[Opening MATERIAL FOR THE TASK section]
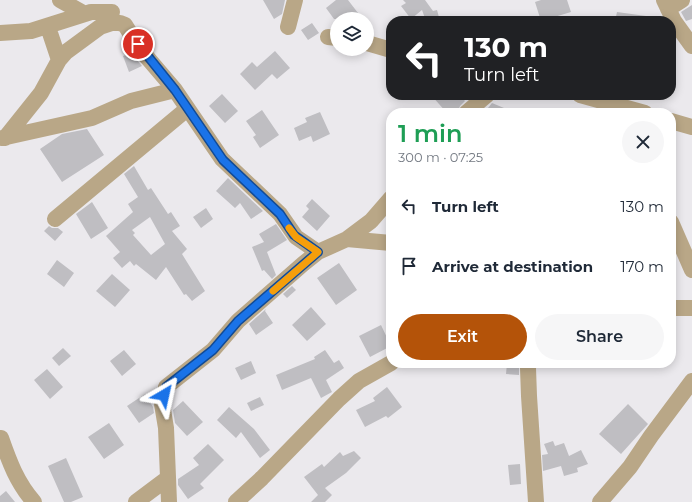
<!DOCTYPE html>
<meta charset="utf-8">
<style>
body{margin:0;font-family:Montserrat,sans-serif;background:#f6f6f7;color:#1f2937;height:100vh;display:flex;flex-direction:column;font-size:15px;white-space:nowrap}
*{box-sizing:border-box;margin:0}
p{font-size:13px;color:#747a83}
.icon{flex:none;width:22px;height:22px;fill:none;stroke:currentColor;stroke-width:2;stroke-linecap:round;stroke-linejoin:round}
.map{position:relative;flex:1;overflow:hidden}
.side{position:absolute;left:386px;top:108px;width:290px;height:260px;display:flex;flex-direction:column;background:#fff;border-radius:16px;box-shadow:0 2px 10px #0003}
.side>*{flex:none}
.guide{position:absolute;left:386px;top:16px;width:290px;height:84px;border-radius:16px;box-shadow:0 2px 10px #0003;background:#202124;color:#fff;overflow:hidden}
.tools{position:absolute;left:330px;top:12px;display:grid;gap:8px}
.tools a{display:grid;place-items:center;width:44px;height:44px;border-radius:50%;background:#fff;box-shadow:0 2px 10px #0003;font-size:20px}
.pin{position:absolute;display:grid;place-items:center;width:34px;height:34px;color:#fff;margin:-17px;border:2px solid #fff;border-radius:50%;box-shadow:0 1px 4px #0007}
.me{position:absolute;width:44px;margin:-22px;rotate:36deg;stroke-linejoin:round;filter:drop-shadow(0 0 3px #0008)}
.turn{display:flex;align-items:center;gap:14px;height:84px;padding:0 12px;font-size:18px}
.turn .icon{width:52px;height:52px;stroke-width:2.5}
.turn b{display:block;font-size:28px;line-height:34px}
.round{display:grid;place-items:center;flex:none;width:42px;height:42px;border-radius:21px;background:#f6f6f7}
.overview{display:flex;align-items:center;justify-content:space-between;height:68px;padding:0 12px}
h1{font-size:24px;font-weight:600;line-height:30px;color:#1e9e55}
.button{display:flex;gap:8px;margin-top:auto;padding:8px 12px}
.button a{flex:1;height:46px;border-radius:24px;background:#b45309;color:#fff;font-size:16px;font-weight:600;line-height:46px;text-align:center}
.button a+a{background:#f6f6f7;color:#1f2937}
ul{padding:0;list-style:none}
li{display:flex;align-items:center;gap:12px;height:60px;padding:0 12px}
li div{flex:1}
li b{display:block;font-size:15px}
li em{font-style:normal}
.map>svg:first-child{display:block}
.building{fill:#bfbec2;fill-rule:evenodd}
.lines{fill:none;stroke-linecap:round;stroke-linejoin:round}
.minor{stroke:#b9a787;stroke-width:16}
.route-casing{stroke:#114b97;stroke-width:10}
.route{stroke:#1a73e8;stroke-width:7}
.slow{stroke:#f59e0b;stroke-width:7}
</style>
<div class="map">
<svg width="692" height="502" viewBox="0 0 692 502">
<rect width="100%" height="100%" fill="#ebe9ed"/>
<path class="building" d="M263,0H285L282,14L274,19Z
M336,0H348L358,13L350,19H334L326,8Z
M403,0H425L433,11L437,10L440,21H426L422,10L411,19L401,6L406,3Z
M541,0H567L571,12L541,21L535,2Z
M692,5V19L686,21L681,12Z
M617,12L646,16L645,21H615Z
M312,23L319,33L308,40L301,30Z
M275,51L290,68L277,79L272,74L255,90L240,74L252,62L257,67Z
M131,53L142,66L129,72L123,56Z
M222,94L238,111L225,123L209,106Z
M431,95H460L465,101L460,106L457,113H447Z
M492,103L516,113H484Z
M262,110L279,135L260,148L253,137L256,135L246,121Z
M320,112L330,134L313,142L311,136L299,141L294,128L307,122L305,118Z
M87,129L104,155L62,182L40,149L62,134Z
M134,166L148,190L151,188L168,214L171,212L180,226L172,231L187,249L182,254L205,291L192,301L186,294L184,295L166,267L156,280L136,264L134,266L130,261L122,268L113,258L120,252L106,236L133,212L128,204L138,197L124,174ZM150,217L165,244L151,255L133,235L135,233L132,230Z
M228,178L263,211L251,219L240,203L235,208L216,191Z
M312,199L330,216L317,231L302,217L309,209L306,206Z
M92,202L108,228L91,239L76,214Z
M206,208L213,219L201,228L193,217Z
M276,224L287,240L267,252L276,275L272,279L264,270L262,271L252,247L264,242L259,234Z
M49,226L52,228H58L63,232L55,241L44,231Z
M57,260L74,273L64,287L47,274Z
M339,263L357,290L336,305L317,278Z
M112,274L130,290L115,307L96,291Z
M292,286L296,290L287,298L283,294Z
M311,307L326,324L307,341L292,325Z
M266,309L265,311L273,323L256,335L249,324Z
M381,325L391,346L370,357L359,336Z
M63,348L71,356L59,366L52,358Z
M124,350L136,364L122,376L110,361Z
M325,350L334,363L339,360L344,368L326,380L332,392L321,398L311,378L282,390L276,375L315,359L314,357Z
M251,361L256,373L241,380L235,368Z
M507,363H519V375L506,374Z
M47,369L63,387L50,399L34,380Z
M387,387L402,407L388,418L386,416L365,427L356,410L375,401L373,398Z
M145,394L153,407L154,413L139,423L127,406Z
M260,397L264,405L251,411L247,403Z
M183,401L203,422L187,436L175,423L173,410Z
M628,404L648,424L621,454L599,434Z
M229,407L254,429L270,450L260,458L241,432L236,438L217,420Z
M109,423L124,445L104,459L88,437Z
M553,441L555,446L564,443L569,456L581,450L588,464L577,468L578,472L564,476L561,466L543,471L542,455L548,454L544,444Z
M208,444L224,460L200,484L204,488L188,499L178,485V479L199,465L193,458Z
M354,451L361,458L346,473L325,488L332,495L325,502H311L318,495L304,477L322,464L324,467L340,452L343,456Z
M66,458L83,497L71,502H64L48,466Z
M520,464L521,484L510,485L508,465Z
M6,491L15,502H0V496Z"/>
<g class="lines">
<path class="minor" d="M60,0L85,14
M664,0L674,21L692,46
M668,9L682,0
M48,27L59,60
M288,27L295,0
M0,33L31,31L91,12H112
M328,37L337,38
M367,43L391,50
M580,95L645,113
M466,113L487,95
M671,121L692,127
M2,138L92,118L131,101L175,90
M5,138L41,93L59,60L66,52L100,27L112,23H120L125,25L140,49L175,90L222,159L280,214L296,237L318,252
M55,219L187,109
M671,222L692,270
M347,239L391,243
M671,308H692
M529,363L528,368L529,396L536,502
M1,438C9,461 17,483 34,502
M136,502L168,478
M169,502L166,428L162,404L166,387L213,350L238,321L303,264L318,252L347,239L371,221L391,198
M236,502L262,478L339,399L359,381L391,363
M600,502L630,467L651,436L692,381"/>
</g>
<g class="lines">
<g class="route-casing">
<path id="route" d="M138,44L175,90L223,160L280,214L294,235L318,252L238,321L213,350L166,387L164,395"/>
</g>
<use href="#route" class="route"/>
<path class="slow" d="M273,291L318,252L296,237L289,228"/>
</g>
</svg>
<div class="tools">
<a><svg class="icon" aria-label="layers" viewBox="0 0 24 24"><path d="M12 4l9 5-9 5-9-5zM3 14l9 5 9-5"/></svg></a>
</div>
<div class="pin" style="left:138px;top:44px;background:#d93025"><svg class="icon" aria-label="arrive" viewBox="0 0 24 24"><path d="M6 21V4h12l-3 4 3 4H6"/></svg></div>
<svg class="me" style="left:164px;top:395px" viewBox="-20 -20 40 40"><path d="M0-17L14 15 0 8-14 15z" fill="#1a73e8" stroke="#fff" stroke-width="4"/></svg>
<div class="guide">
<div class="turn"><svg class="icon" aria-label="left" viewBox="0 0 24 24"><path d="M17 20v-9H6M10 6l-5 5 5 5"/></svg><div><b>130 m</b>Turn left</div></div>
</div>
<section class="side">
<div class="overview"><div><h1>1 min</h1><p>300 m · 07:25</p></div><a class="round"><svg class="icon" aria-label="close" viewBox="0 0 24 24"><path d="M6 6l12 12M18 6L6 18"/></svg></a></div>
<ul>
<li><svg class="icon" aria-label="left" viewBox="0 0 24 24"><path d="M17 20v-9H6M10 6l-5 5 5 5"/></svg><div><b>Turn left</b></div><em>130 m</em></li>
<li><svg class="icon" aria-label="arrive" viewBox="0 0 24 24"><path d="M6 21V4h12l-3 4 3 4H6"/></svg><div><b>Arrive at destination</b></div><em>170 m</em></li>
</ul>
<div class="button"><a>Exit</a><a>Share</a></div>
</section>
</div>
[Closing MATERIAL FOR THE TASK section]
● TASK REQUIREMENTS
When a line in the records holds the string "casing", copy that line.

● ANSWER TO THE PROBLEM
.route-casing{stroke:#114b97;stroke-width:10}
<g class="route-casing">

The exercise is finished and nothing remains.